● **Stored data entries**:
== Segment start ==
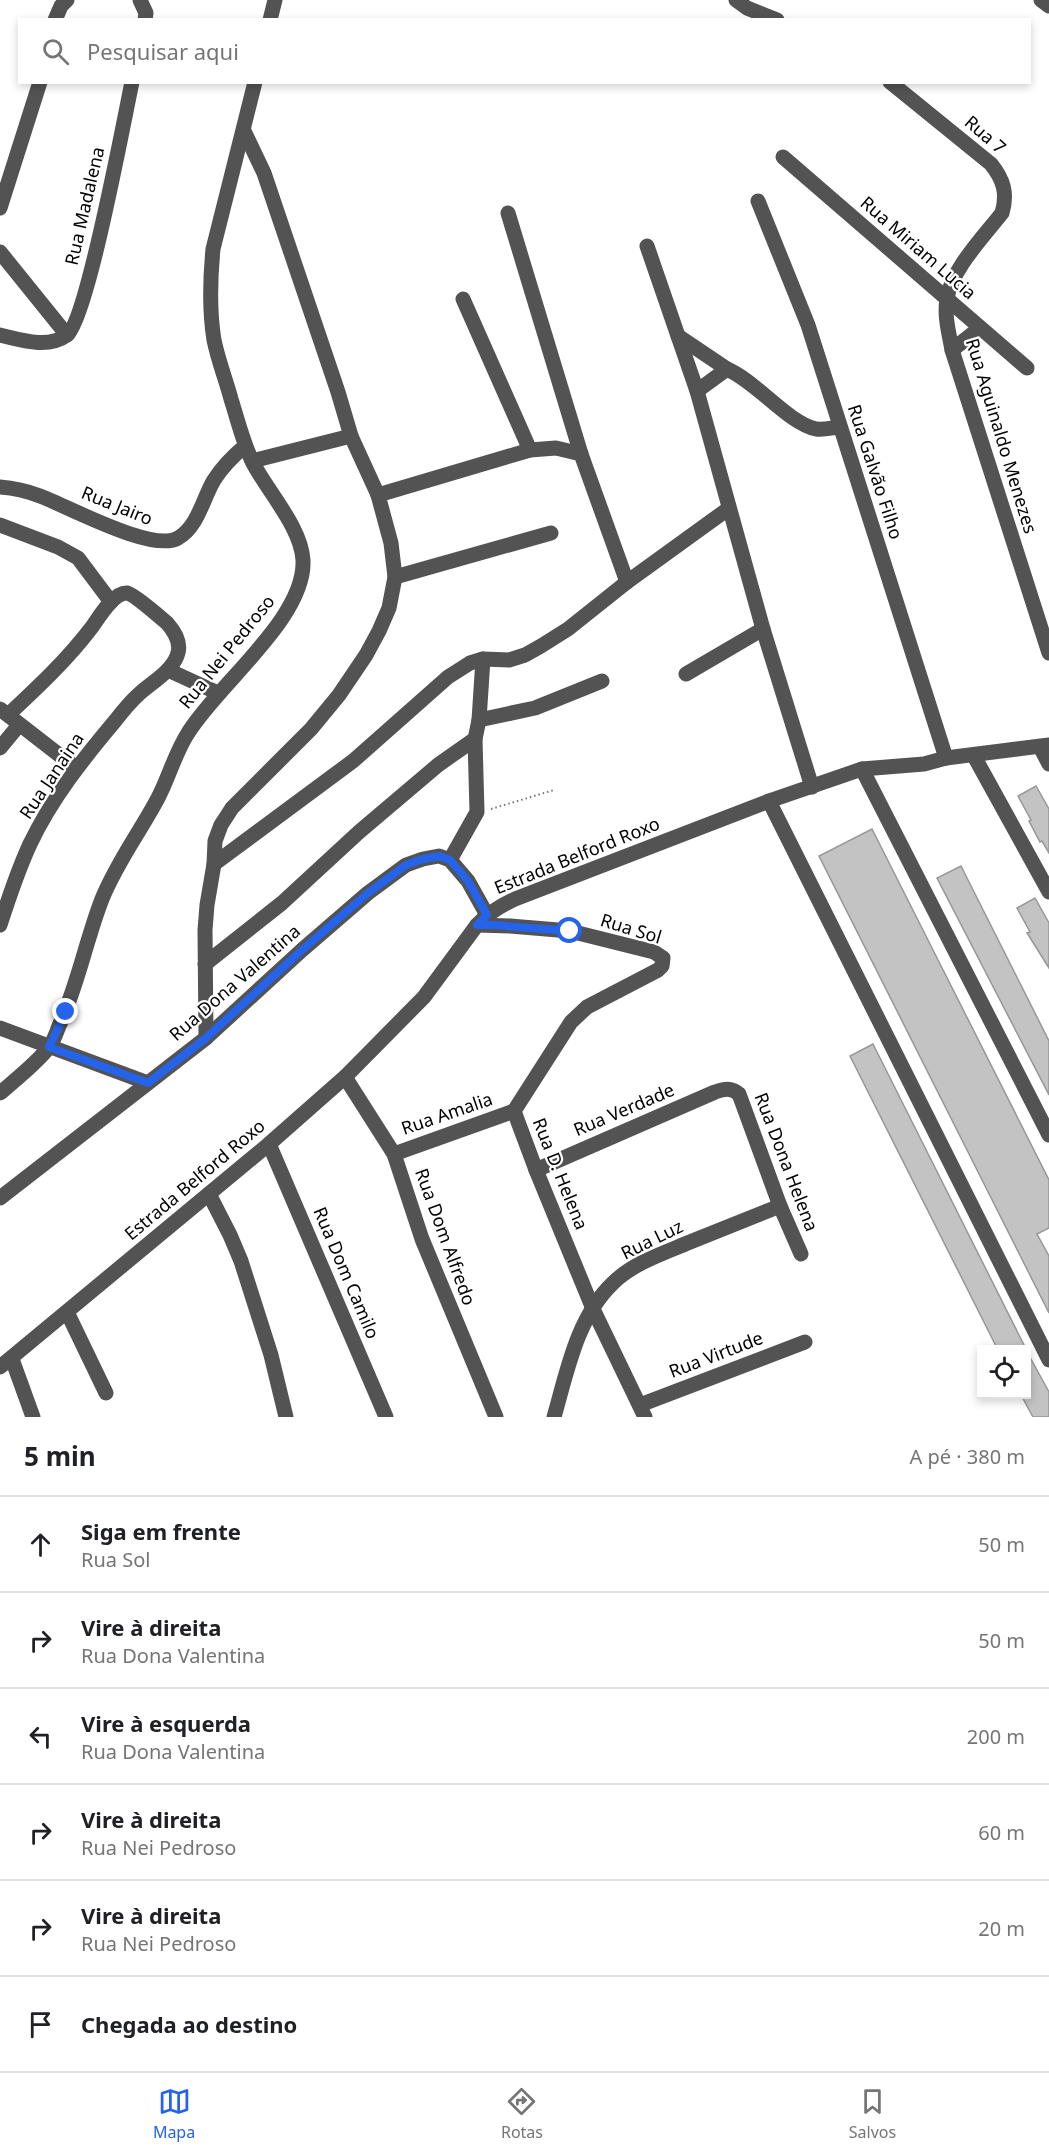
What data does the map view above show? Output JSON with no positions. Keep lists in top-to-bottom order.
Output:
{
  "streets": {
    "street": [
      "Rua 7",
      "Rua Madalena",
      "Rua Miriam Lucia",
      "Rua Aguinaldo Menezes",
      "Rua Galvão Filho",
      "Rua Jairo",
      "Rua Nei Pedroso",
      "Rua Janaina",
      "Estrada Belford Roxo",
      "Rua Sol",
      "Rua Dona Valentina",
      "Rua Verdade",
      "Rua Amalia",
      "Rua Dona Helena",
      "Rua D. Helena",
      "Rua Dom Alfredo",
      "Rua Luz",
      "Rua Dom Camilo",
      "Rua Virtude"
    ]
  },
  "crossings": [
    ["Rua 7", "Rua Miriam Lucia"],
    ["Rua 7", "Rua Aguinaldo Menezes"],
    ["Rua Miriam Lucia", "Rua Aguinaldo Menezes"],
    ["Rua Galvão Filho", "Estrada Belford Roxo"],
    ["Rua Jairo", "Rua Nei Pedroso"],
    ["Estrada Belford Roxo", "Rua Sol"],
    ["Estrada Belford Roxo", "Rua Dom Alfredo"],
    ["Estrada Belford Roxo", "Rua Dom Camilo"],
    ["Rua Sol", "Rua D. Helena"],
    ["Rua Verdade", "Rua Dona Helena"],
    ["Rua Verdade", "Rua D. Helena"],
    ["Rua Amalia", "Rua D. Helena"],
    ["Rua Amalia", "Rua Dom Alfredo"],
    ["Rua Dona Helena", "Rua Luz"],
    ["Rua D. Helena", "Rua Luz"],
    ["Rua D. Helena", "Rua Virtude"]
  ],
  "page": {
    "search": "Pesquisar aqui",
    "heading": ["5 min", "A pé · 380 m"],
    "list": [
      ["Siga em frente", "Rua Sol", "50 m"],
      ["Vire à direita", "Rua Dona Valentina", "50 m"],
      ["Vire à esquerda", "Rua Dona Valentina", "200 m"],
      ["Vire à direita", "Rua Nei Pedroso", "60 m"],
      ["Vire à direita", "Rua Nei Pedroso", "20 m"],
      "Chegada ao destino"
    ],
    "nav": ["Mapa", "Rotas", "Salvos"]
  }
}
== Segment end ==
● **EXERCISE OBJECTIVE**:
Note each line of the entries that has "Verdade" in it, and copy those lines.

● **WRITTEN SOLUTION**:
      "Rua Verdade",
    ["Rua Verdade", "Rua Dona Helena"],
    ["Rua Verdade", "Rua D. Helena"],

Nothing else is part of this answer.